What to produce: Can you find the lines of the listing that include "linecap" and copy every one?

Provided records:
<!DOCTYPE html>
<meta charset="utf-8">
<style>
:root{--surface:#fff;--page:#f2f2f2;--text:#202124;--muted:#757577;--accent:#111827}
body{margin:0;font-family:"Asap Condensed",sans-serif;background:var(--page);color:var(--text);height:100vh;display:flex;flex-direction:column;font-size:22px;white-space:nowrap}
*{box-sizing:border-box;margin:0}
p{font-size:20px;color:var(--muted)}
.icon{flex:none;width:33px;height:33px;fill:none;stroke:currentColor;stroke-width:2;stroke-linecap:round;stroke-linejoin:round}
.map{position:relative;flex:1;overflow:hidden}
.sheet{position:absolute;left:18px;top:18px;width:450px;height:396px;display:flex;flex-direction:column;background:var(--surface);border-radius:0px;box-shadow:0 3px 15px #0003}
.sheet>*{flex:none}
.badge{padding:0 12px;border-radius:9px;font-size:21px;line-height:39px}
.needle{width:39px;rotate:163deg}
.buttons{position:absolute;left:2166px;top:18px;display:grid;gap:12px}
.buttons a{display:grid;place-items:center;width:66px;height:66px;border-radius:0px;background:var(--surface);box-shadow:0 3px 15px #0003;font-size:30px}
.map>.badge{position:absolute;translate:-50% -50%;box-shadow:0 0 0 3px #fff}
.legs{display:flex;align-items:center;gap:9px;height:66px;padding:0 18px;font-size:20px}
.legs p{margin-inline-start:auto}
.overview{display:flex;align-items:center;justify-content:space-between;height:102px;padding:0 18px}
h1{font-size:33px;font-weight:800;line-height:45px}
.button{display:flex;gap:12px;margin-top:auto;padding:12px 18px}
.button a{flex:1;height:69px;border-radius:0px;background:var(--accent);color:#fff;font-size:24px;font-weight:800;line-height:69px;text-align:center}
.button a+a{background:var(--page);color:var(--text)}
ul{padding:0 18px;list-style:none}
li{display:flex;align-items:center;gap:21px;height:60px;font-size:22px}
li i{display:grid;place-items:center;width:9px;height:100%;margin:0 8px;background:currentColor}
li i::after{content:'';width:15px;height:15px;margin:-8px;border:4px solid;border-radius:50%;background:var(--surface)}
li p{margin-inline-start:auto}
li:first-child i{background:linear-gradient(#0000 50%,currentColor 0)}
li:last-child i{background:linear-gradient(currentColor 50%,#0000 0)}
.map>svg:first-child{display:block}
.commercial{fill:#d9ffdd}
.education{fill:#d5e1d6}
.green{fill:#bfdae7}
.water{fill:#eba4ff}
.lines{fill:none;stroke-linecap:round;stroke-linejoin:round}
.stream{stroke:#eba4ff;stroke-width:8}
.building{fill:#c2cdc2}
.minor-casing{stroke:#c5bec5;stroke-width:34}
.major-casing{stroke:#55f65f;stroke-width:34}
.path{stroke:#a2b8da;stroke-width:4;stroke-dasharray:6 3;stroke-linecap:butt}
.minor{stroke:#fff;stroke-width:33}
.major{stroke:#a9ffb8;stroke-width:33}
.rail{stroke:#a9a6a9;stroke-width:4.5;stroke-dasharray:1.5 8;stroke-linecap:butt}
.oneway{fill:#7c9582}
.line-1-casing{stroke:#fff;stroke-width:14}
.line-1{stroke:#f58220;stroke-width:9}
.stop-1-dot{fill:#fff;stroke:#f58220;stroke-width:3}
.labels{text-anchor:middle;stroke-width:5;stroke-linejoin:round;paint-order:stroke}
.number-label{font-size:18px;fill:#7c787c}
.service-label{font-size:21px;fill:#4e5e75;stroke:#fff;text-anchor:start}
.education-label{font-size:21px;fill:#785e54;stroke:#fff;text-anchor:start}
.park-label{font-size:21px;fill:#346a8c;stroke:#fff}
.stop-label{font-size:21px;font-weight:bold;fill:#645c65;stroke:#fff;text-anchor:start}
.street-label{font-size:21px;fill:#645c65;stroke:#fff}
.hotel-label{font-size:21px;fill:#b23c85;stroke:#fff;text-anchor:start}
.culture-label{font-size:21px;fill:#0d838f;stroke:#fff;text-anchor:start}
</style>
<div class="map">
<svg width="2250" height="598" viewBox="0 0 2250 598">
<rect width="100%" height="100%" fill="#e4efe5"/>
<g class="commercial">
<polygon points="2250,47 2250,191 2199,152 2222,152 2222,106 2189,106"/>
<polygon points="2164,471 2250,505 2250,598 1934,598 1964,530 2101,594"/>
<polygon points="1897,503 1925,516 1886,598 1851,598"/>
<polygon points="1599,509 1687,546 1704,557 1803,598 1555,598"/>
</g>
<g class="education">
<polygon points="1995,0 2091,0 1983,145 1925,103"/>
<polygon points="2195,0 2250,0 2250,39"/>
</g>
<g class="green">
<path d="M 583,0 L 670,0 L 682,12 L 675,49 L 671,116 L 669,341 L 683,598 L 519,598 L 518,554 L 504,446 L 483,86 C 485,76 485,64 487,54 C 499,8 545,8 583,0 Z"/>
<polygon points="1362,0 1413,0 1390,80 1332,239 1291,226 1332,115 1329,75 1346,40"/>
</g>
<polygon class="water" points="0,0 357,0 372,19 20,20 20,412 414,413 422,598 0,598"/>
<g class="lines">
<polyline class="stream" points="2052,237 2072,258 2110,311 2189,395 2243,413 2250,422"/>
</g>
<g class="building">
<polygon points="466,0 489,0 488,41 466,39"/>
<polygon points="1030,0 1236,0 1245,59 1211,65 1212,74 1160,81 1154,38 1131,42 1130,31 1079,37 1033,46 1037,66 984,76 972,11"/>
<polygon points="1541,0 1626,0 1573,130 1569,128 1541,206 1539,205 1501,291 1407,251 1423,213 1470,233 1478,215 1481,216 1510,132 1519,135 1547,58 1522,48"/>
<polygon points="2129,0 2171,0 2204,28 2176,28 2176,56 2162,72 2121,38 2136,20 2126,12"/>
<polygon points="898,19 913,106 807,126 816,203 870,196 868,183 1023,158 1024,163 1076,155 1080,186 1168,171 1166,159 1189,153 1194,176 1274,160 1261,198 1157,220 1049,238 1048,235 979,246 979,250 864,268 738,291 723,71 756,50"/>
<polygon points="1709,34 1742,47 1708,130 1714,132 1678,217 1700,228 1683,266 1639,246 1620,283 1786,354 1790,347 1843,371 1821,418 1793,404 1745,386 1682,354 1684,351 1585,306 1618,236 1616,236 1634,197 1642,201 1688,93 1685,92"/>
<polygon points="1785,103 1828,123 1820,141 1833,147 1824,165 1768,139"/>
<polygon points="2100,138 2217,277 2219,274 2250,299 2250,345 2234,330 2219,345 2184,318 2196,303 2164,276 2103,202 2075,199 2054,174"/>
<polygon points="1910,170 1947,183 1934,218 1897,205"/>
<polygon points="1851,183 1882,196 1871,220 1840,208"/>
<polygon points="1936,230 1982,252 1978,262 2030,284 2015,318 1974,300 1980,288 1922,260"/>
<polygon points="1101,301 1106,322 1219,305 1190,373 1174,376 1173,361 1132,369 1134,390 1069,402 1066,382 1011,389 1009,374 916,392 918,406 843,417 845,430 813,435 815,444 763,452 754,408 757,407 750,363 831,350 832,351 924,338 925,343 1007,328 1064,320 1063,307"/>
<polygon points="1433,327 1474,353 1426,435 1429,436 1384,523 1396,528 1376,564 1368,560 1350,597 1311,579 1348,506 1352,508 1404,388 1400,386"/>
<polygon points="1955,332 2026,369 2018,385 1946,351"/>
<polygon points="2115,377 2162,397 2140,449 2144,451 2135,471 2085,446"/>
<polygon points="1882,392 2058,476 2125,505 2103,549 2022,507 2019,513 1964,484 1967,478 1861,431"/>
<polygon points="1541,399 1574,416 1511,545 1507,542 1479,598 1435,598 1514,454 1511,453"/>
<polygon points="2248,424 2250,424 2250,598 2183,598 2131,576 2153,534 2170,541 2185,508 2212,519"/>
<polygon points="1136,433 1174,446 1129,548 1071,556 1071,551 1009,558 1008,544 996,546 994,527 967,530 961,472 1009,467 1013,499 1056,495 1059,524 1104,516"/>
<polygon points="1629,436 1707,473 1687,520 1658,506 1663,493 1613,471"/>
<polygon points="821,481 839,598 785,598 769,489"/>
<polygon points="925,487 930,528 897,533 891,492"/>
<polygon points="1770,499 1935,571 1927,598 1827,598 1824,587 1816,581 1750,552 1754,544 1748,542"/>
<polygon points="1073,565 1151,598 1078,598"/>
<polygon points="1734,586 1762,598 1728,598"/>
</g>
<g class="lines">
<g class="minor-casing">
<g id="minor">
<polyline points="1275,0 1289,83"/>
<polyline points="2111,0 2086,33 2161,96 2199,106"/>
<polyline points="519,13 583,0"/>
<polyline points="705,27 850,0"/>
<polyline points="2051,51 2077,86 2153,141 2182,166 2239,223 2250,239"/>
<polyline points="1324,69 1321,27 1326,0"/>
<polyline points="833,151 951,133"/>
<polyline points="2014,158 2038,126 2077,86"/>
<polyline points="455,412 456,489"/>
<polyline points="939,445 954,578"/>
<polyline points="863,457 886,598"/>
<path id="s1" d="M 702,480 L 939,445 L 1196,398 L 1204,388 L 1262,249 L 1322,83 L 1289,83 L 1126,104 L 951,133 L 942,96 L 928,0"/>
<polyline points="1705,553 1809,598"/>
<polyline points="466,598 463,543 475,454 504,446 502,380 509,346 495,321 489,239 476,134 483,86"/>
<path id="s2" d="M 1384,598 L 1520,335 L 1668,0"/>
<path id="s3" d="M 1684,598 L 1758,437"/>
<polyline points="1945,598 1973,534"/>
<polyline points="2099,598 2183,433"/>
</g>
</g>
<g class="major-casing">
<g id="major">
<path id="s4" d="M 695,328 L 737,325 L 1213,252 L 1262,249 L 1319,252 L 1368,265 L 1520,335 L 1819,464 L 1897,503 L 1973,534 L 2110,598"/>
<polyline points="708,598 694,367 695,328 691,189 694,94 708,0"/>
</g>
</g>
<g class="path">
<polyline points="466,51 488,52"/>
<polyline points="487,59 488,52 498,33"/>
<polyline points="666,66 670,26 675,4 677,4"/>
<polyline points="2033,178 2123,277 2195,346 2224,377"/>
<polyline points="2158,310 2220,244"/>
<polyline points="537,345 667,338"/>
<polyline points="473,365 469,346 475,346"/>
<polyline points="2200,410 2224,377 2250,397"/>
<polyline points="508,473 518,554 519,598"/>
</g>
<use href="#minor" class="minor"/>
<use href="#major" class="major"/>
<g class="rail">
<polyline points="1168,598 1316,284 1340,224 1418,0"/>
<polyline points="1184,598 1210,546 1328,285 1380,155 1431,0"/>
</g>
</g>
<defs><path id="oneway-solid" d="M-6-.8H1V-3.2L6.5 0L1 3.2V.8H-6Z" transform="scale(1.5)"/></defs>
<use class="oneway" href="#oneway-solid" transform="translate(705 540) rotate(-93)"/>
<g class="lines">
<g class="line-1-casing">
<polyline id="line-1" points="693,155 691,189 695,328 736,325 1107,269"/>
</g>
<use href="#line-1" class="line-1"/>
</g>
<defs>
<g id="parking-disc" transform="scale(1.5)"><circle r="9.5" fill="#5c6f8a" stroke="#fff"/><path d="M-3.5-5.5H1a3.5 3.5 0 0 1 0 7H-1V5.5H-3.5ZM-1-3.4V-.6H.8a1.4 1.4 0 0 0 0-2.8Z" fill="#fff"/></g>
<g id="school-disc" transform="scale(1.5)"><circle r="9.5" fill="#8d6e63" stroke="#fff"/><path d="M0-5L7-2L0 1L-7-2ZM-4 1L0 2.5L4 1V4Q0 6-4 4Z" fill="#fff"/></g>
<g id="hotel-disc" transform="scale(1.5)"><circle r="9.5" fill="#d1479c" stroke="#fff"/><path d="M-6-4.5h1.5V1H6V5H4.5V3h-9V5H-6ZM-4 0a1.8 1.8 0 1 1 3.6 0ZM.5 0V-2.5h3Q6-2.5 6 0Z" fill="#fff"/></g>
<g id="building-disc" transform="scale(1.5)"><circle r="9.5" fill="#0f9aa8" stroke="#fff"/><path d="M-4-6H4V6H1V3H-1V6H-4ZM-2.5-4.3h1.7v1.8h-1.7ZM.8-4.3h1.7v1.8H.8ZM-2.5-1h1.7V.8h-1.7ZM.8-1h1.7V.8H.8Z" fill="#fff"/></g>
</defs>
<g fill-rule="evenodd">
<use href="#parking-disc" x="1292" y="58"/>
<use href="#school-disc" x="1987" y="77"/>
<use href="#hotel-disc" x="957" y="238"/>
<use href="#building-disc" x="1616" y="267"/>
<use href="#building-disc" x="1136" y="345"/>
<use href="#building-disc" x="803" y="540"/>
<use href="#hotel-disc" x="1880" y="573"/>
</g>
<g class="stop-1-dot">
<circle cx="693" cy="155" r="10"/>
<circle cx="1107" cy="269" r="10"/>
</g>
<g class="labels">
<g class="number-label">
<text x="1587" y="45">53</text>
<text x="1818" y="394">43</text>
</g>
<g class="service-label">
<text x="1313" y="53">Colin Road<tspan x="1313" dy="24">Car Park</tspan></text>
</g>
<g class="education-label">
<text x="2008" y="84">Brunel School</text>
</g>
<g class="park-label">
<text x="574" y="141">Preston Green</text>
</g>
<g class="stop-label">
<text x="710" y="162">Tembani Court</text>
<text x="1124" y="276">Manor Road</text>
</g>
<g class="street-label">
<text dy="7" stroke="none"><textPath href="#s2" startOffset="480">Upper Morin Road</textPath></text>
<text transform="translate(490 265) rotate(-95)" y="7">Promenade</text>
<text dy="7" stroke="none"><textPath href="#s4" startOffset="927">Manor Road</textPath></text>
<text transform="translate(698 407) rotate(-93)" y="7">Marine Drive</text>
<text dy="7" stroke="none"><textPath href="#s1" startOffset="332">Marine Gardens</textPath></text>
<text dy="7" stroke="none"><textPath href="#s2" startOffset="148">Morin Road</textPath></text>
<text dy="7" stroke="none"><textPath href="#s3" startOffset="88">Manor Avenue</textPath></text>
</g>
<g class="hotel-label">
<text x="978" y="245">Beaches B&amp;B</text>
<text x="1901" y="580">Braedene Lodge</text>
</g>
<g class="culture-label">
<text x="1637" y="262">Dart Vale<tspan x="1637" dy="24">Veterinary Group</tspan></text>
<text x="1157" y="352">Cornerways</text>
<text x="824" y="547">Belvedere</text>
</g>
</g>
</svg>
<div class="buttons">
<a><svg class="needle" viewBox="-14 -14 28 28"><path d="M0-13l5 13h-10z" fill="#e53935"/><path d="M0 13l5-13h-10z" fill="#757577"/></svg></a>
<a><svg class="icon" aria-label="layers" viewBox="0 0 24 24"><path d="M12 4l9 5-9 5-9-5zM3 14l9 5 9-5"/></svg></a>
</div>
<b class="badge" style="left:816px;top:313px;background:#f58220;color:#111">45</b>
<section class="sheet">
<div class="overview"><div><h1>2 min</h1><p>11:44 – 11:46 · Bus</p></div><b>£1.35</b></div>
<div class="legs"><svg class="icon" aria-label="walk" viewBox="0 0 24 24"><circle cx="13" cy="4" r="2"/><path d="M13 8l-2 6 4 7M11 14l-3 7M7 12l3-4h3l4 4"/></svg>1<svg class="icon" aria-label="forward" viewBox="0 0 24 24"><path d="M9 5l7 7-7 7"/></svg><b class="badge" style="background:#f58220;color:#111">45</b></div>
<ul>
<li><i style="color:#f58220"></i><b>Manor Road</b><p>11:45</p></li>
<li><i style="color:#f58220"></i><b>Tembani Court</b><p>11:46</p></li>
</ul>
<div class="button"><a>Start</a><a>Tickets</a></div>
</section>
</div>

Response box:
.icon{flex:none;width:33px;height:33px;fill:none;stroke:currentColor;stroke-width:2;stroke-linecap:round;stroke-linejoin:round}
.lines{fill:none;stroke-linecap:round;stroke-linejoin:round}
.path{stroke:#a2b8da;stroke-width:4;stroke-dasharray:6 3;stroke-linecap:butt}
.rail{stroke:#a9a6a9;stroke-width:4.5;stroke-dasharray:1.5 8;stroke-linecap:butt}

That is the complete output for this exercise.